Ist die Kunst so viele Messen wert, wie momentan für sie inszeniert werden? Die Antwort ist einfach: Solange Interessenten kommen und kaufen, machen die Galerien mit, ist die Kunst eine Messe wert. Basel, Köln, Paris, Chicago, Madrid. Da muß man dabeisein. Auch wenn die Galeriearbeit zu Hause leidet. Diese Messen sind aufregend. Als ob man mitten in einem riesigen internationalen Verschiebebahnhof der zeigenössischen Kunst stünde. Die Sinne sind überfordert, wie bei jeder Massenveranstaltung. High durch Kunst. Ohne diese Adrenalinstöße des Kulturbetriebs geht es scheinbar nicht mehr.

Eingeweihte wissen, daß es jesusartige Fähigkeiten braucht, um diesen Zeitgeist-Enthusiasmus für die Kunst auch im schönen, spröden Hamburg zu entzünden. Der Schweizer André B. Affolter muß etwas davon haben. Dreimal hintereinander hatte er die Kunstmesse „Forum“ in Zürich organisiert. Doch Basel war zu nah. Die Hamburger Messehallen boten sich an. Und Affolter gelang mit dem viertägigen Probelauf der Kunst an der Alster am vergangenen Wochenende ein kleines Wunder. Gegen alle Widerstände: der ungünstige Osterferientermin, (an dem Hamburger mit Geld in Davos, St. Moritz oder Marbella weilen), die laue Kooperationsbereitschaft der hanseatischen Kunstinstitutionen und die bekannte Langsamkeit der Behörden.

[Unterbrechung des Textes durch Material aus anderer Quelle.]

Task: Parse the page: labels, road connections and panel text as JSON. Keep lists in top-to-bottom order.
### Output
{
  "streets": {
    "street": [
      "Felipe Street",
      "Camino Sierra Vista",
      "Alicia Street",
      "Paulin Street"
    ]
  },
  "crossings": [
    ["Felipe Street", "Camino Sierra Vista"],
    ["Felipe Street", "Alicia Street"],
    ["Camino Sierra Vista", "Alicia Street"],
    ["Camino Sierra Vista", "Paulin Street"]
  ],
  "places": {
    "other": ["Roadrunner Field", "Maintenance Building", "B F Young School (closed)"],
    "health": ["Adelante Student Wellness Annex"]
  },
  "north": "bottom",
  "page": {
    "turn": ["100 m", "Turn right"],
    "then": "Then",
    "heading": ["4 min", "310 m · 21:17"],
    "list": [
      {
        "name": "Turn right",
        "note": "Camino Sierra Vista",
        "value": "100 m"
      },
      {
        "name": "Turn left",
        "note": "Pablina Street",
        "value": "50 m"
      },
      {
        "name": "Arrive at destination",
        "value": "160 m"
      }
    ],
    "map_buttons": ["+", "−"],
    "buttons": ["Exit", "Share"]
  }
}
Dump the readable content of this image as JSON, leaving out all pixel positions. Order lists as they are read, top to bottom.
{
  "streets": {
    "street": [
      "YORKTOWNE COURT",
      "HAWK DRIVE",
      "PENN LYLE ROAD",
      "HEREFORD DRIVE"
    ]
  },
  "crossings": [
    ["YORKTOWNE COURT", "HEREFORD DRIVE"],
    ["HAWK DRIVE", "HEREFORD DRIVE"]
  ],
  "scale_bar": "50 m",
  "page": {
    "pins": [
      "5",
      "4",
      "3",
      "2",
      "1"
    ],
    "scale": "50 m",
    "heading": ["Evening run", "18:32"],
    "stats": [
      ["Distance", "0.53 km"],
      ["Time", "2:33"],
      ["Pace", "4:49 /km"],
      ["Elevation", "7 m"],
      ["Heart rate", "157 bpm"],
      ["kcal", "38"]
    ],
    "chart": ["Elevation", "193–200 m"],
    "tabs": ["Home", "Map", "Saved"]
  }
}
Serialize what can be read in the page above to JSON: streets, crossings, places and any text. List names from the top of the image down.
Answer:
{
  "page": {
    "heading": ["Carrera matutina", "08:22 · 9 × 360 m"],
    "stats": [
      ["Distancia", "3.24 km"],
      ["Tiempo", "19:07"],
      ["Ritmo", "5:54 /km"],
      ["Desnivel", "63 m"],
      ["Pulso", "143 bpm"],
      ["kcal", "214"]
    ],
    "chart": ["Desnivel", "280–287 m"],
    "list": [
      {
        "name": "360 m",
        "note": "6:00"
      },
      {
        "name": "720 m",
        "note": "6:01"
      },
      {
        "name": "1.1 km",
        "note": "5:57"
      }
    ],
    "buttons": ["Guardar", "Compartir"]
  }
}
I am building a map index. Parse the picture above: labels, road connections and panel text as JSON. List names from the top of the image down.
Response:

Zur Eröffnung aber strömten mehr als 10 000 Menschen. So viele Besucher zur selben Zeit am selben Ort. Und alles der Kunst wegen. Das hat es in Hamburg – wir sind hier nicht in Köln, Berlin oder München – noch nicht gegeben. Fußball, wo bleibt dein Sieg?

Eine nicht gerade überwältigende, aber schöne Messe. Darüber waren sich alle einig. Hundert Galerien aus zwölf Ländern stellten jeweils einen Künstler vor. Dieses Konzept der one-man-show ist publikumsfreundlicher, ausstellungswirksamer und kunstgerechter als das Gemischtwarenladen-Prinzip aller anderen Messen. Entschiedener als anderswo liegt der Akzent bei „Forum“ auf der aktuellen, der jungen Kunst. Da beginnen die Preise auch schon bei 600 DM und steigen nicht in astronomische Höhen. Das Motto heißt: sehen, was heute wichtig ist, kaufen, was morgen nicht mehr bezahlbar ist.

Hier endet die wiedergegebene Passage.